[Task input — start]
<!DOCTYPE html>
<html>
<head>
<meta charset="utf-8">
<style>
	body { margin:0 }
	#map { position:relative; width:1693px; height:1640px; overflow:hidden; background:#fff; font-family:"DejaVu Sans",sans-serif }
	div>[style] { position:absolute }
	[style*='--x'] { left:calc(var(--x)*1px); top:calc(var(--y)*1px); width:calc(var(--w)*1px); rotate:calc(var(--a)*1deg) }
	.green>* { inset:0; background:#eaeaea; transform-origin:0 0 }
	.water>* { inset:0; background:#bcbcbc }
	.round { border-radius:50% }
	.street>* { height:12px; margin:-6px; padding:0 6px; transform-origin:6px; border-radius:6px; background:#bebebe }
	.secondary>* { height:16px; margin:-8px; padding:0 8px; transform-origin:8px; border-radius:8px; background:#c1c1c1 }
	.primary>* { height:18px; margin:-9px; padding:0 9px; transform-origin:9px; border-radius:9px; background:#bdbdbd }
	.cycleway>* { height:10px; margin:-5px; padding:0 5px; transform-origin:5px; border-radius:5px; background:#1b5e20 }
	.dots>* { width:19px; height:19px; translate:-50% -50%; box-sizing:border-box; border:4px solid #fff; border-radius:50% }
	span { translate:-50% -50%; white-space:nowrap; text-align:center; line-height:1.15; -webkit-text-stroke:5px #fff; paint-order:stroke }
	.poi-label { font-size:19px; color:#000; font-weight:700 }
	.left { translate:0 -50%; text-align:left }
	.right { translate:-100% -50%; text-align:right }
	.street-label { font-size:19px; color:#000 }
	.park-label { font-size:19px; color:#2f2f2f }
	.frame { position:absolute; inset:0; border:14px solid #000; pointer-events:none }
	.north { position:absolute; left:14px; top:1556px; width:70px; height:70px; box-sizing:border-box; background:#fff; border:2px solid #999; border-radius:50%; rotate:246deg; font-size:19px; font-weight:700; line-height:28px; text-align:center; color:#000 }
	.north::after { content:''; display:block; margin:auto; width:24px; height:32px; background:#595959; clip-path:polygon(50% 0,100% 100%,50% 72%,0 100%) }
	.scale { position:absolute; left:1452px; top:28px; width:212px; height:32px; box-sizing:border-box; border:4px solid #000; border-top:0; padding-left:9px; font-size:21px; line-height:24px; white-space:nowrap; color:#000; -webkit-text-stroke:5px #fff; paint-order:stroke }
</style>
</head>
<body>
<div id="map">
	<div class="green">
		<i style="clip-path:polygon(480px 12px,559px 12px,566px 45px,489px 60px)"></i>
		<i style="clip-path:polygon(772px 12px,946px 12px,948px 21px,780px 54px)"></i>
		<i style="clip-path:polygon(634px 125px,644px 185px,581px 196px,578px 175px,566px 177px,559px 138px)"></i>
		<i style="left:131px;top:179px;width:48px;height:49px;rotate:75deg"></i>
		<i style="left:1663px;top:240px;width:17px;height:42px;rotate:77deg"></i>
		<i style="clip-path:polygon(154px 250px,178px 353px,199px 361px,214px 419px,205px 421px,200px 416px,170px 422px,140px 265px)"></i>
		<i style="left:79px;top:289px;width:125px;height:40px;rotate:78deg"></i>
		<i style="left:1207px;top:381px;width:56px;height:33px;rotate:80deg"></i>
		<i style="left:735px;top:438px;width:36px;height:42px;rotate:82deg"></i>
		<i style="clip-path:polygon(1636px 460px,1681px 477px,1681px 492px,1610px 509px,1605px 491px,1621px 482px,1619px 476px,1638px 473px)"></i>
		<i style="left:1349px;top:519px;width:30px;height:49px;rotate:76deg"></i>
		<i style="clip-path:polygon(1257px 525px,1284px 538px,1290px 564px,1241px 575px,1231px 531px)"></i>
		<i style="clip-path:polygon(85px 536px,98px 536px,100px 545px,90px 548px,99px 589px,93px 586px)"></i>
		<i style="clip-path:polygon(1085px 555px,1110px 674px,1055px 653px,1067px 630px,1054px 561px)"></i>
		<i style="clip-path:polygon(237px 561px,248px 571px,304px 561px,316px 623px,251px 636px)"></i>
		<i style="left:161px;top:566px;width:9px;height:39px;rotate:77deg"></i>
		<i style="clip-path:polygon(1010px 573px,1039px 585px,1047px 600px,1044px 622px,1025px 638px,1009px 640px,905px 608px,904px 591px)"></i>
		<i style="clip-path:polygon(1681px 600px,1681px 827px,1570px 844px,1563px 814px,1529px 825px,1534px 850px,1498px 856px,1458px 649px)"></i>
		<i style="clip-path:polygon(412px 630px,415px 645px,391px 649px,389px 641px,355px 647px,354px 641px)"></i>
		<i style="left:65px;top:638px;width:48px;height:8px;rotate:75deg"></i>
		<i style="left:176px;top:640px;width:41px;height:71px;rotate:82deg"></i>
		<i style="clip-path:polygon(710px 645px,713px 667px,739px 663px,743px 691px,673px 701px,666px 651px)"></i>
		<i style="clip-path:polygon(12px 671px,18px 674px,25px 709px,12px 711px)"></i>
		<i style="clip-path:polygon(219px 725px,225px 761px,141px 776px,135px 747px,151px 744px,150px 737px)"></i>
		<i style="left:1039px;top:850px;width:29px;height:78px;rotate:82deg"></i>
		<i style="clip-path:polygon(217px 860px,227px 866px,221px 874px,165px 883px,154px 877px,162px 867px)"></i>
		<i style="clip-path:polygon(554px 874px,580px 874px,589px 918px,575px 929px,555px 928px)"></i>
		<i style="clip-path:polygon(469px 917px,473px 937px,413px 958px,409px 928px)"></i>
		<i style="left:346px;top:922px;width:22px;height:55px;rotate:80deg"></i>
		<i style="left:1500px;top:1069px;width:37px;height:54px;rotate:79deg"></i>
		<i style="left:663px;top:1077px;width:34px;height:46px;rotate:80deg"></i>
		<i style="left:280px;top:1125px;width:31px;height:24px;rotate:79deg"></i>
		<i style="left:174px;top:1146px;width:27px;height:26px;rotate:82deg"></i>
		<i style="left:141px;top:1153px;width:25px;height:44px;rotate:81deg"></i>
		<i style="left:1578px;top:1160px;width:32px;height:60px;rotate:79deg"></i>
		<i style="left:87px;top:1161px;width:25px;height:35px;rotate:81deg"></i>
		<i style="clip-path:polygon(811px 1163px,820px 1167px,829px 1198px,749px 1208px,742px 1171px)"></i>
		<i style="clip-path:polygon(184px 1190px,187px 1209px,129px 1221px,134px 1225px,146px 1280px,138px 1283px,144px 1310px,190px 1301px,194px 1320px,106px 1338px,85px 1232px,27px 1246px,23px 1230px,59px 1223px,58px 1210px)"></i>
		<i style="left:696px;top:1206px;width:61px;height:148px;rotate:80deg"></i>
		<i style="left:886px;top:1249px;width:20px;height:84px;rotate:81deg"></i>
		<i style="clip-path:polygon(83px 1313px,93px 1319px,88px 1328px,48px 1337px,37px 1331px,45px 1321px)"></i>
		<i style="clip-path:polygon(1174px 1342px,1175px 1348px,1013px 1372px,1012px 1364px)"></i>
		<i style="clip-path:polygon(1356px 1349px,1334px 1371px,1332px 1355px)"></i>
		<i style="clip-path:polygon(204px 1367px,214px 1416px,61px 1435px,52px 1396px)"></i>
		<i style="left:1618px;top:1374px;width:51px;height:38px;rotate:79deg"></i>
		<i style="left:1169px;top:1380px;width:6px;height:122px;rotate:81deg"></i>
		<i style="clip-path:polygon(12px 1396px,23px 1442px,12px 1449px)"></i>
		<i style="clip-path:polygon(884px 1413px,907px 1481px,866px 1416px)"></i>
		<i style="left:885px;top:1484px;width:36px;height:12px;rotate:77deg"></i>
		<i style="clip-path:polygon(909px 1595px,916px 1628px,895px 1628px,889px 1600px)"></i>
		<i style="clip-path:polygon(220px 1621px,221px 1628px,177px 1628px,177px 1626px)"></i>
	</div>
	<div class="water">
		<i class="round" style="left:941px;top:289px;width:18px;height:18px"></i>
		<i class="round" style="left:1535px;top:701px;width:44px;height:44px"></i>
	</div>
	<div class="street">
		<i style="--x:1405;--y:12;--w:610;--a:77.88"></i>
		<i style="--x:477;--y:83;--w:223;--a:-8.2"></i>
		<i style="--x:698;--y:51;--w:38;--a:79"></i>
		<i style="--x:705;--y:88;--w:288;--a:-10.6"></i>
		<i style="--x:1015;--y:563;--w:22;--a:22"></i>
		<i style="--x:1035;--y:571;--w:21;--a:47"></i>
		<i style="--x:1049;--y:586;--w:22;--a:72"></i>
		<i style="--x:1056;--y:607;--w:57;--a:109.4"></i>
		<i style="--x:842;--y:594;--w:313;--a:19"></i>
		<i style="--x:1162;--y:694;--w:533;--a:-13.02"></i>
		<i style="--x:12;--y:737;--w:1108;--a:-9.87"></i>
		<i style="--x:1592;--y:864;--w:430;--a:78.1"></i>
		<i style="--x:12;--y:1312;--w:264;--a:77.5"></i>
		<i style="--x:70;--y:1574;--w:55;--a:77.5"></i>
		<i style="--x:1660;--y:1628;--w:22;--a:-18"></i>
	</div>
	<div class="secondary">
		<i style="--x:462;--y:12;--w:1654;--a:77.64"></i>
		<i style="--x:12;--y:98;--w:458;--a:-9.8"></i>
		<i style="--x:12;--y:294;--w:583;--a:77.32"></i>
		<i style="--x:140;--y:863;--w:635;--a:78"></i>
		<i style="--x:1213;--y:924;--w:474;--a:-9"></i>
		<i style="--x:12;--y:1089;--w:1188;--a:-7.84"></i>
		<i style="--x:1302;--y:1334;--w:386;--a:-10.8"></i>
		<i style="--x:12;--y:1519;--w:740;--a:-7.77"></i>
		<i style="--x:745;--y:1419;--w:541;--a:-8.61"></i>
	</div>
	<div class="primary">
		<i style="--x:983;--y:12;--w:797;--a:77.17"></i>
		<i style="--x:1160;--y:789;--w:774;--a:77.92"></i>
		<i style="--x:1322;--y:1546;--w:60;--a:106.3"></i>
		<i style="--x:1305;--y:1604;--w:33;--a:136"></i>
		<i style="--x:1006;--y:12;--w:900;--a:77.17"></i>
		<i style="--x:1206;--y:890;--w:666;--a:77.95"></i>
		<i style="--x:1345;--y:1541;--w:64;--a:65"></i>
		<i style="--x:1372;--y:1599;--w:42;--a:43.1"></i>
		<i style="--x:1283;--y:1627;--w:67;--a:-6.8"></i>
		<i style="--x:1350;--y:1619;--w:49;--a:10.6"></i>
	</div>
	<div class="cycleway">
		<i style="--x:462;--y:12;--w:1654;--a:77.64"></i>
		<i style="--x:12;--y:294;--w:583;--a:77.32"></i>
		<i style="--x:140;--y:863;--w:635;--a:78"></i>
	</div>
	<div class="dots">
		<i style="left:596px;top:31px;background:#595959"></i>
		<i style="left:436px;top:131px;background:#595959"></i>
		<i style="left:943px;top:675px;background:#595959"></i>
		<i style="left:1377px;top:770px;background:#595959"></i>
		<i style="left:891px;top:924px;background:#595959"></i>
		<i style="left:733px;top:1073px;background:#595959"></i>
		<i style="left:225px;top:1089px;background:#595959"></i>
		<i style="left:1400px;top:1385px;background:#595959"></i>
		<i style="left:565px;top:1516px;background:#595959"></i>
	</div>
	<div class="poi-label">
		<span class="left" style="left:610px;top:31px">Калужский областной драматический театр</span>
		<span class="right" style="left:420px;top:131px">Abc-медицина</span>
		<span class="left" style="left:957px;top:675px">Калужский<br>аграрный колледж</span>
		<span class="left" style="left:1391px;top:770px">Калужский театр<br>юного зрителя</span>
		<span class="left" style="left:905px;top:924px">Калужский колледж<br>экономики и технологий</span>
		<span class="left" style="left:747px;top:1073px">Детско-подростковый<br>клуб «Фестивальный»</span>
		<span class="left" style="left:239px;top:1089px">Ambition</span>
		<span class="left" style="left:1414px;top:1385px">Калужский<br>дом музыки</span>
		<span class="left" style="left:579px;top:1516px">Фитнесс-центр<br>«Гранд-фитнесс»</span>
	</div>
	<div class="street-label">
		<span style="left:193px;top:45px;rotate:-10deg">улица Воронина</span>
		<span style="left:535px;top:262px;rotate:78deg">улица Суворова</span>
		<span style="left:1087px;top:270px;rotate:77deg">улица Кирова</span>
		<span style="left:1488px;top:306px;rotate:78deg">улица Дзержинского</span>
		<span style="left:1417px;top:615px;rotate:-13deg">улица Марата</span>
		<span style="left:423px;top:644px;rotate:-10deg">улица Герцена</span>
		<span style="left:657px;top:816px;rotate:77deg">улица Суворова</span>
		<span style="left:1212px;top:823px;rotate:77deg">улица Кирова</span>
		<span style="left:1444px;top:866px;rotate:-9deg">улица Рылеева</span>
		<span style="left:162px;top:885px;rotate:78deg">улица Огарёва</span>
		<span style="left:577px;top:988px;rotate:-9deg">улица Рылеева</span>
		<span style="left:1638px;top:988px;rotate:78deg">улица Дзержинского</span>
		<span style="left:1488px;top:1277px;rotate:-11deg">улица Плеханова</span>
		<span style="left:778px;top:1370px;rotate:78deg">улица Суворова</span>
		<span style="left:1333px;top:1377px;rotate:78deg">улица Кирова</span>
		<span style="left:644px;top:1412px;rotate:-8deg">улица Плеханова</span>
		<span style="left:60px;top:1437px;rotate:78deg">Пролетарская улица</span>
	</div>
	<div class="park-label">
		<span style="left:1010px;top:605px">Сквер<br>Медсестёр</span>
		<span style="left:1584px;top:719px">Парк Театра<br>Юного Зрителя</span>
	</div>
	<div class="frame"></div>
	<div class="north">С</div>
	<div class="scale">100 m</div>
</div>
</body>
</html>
[Task input — finish]
- Problem to solve
Exactly as they appear, copy the lines of the listing above from the first through the one that contains "font-size:19px; color:#000; font-weight:700", and nothing more.

- Solution for this exercise
<!DOCTYPE html>
<html>
<head>
<meta charset="utf-8">
<style>
	body { margin:0 }
	#map { position:relative; width:1693px; height:1640px; overflow:hidden; background:#fff; font-family:"DejaVu Sans",sans-serif }
	div>[style] { position:absolute }
	[style*='--x'] { left:calc(var(--x)*1px); top:calc(var(--y)*1px); width:calc(var(--w)*1px); rotate:calc(var(--a)*1deg) }
	.green>* { inset:0; background:#eaeaea; transform-origin:0 0 }
	.water>* { inset:0; background:#bcbcbc }
	.round { border-radius:50% }
	.street>* { height:12px; margin:-6px; padding:0 6px; transform-origin:6px; border-radius:6px; background:#bebebe }
	.secondary>* { height:16px; margin:-8px; padding:0 8px; transform-origin:8px; border-radius:8px; background:#c1c1c1 }
	.primary>* { height:18px; margin:-9px; padding:0 9px; transform-origin:9px; border-radius:9px; background:#bdbdbd }
	.cycleway>* { height:10px; margin:-5px; padding:0 5px; transform-origin:5px; border-radius:5px; background:#1b5e20 }
	.dots>* { width:19px; height:19px; translate:-50% -50%; box-sizing:border-box; border:4px solid #fff; border-radius:50% }
	span { translate:-50% -50%; white-space:nowrap; text-align:center; line-height:1.15; -webkit-text-stroke:5px #fff; paint-order:stroke }
	.poi-label { font-size:19px; color:#000; font-weight:700 }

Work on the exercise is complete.